The FIA Formula 3 Championship is a one-make category consisting of 30 identical cars. The F3 2019 car that is currently used features a naturally aspirated 3.4 litre bespoke Mecachrome 6 cylinder engine, which delivers 380 HP at 8000 rpm.
On a Friday, there is one Free Practice session of 45 minutes and one Qualifying session of 30 minutes.
One Sprint Race will take place on Saturday and will consist of 40 minutes + one lap. The Feature Race will take place on Sunday morning ahead of the Formula 1 Grand Prix and will consist of 45 minutes + one lap.
A schedule will be issued in the leadup to every round to determine timings of each session.
The results of the final classification of Friday’s Qualifying session will determine the starting grid for Sunday’s Feature Race.
The starting grid of Saturday’s Sprint Race will be determined by reversing the top 12 finishers of Friday’s Qualifying session.
The driver who takes pole position following the final classification of Friday’s Qualifying session will be awarded with two points.
For the Sprint Race, the top 10 classified drivers will be awarded 10, 9, 8, 7, 6, 5, 4, 3, 2 and 1 points respectively.
For the Feature Race, the top 10 finishers will score 25, 18, 15, 12, 10, 8, 6, 4, 2 and 1 points respectively.
In each race, one point will be awarded to the driver who achieves the fastest lap time, providing he was in the top 10 positions of the final race classification.

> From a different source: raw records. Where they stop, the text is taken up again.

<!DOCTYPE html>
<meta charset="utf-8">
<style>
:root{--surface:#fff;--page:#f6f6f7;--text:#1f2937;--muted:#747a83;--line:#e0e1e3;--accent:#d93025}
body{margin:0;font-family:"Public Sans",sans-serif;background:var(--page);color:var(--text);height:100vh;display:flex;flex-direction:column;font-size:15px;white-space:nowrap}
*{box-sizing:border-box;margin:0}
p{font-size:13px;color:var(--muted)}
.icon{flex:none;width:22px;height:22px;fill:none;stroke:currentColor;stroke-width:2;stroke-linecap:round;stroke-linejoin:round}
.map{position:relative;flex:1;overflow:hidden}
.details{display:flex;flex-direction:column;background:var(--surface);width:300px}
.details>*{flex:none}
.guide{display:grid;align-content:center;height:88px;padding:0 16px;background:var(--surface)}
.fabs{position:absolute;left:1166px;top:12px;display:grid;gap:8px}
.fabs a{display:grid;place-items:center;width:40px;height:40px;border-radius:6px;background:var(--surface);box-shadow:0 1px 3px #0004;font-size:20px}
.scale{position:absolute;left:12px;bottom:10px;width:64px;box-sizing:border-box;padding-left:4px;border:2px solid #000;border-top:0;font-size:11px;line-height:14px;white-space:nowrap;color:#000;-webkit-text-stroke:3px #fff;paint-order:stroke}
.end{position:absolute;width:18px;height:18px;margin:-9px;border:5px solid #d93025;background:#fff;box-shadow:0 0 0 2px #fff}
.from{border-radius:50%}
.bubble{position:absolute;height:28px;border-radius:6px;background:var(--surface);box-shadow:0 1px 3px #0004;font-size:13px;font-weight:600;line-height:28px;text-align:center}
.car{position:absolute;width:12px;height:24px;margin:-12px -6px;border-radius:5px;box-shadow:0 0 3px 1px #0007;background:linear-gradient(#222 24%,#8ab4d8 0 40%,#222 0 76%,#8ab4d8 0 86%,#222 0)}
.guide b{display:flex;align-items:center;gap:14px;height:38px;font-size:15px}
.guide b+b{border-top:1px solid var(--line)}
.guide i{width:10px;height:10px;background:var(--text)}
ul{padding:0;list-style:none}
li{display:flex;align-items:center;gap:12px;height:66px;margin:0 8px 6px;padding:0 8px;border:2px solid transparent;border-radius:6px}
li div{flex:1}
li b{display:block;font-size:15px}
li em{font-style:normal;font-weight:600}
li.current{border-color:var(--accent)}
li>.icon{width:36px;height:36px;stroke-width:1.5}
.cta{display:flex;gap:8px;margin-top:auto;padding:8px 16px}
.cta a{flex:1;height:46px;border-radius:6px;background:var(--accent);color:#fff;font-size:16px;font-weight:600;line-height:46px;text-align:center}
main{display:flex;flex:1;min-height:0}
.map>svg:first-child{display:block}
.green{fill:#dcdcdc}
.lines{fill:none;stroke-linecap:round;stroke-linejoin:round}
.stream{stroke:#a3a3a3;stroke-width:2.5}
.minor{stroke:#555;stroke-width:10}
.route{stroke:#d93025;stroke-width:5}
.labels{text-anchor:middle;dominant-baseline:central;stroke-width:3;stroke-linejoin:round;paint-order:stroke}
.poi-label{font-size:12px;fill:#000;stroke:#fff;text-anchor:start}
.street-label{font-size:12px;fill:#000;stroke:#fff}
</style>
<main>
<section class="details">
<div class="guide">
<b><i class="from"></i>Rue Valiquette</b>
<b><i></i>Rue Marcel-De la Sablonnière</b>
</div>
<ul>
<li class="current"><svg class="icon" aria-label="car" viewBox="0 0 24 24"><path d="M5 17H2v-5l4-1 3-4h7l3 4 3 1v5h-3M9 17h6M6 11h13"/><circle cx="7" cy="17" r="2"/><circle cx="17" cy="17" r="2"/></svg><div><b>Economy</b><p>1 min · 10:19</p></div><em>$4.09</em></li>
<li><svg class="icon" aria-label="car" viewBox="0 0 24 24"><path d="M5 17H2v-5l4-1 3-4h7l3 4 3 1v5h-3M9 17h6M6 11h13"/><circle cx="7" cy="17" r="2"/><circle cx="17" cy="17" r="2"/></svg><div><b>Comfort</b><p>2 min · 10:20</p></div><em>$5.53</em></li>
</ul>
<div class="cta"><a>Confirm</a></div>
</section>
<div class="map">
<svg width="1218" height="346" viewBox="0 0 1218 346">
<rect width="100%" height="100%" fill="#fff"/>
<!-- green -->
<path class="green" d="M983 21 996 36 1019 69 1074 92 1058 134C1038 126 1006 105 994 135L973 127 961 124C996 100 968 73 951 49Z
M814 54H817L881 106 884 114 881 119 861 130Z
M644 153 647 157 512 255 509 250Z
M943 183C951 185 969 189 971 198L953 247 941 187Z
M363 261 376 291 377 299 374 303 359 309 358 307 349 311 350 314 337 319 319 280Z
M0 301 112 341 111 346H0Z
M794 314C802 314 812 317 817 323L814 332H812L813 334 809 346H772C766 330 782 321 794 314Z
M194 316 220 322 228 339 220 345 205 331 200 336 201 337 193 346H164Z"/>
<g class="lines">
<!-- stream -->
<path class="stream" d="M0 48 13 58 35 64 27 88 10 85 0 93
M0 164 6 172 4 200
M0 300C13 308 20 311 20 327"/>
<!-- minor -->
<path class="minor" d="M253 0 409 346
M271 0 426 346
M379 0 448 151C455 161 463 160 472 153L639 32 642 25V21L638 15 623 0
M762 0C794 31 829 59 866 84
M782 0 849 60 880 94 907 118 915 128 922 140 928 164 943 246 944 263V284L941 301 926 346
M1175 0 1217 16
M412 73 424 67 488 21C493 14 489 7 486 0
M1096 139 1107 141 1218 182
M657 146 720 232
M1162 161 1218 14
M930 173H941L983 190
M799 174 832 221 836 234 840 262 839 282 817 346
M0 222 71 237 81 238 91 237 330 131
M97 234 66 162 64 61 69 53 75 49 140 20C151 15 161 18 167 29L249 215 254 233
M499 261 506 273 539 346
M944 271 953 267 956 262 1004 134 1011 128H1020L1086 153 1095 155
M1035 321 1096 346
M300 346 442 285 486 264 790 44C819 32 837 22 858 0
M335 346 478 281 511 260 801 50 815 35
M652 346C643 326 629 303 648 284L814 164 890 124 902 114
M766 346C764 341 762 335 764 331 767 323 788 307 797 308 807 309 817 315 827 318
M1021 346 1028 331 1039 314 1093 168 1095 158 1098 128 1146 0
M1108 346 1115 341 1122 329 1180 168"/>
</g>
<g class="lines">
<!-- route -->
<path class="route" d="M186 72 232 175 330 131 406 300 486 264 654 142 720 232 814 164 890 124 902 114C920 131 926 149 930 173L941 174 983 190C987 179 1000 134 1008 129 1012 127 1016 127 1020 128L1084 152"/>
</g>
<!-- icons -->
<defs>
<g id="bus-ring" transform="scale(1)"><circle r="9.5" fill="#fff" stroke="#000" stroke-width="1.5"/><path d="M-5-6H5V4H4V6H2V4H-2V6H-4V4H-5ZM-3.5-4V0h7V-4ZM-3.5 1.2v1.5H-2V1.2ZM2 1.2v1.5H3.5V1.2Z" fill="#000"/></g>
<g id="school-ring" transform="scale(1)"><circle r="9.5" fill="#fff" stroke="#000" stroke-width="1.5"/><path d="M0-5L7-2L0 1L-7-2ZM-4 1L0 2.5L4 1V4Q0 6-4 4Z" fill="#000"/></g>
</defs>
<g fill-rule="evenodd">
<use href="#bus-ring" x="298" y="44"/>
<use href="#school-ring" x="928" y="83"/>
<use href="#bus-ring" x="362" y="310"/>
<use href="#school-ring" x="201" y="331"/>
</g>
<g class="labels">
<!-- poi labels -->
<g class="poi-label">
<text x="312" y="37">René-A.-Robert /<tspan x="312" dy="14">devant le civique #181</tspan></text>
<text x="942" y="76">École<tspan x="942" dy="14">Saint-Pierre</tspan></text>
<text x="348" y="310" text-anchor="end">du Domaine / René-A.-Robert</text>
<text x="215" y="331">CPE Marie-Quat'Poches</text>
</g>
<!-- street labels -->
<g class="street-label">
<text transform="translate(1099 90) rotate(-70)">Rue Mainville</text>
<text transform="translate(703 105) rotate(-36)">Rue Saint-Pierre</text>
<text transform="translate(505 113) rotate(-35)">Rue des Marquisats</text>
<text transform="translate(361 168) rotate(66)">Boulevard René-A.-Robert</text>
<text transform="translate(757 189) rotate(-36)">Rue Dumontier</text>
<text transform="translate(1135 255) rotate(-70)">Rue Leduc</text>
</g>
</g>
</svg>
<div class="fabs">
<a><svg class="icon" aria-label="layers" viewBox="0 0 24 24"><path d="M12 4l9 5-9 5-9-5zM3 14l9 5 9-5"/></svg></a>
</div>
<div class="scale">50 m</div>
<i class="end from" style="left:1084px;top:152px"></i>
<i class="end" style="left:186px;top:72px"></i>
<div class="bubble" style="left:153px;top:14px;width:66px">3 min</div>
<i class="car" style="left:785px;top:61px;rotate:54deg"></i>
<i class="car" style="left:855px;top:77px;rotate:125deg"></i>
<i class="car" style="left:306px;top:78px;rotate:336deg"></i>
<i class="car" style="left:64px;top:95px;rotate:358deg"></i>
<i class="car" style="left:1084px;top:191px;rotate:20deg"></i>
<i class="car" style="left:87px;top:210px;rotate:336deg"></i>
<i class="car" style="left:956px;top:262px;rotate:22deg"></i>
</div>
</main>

The sporting regulations state that each driver will be allocated four sets of dry-weather tyres and two sets of wet-weather tyres per event.
All drivers participating in the Championship must hold a Grade A or B International FIA Licence.
The drivers are able to use the Drag Reduction System (DRS) as they wish within the designated DRS zones during free practice and qualifying. During both races however, the drivers will only be allowed to activate DRS within the designated zones when they are within less than a second of the car in front at the detection point.
During the race, the DRS is available for use after two laps unless decided otherwise by the race director due to poor weather conditions or yellow flags in the designated DRS zones.
The DRS zones will be the same as the ones used in Formula One on every circuit of the calendar.
The same safety rules apply: the DRS is disabled at the end of the designated zones, and if the driver uses the brakes or releases the throttle after activation.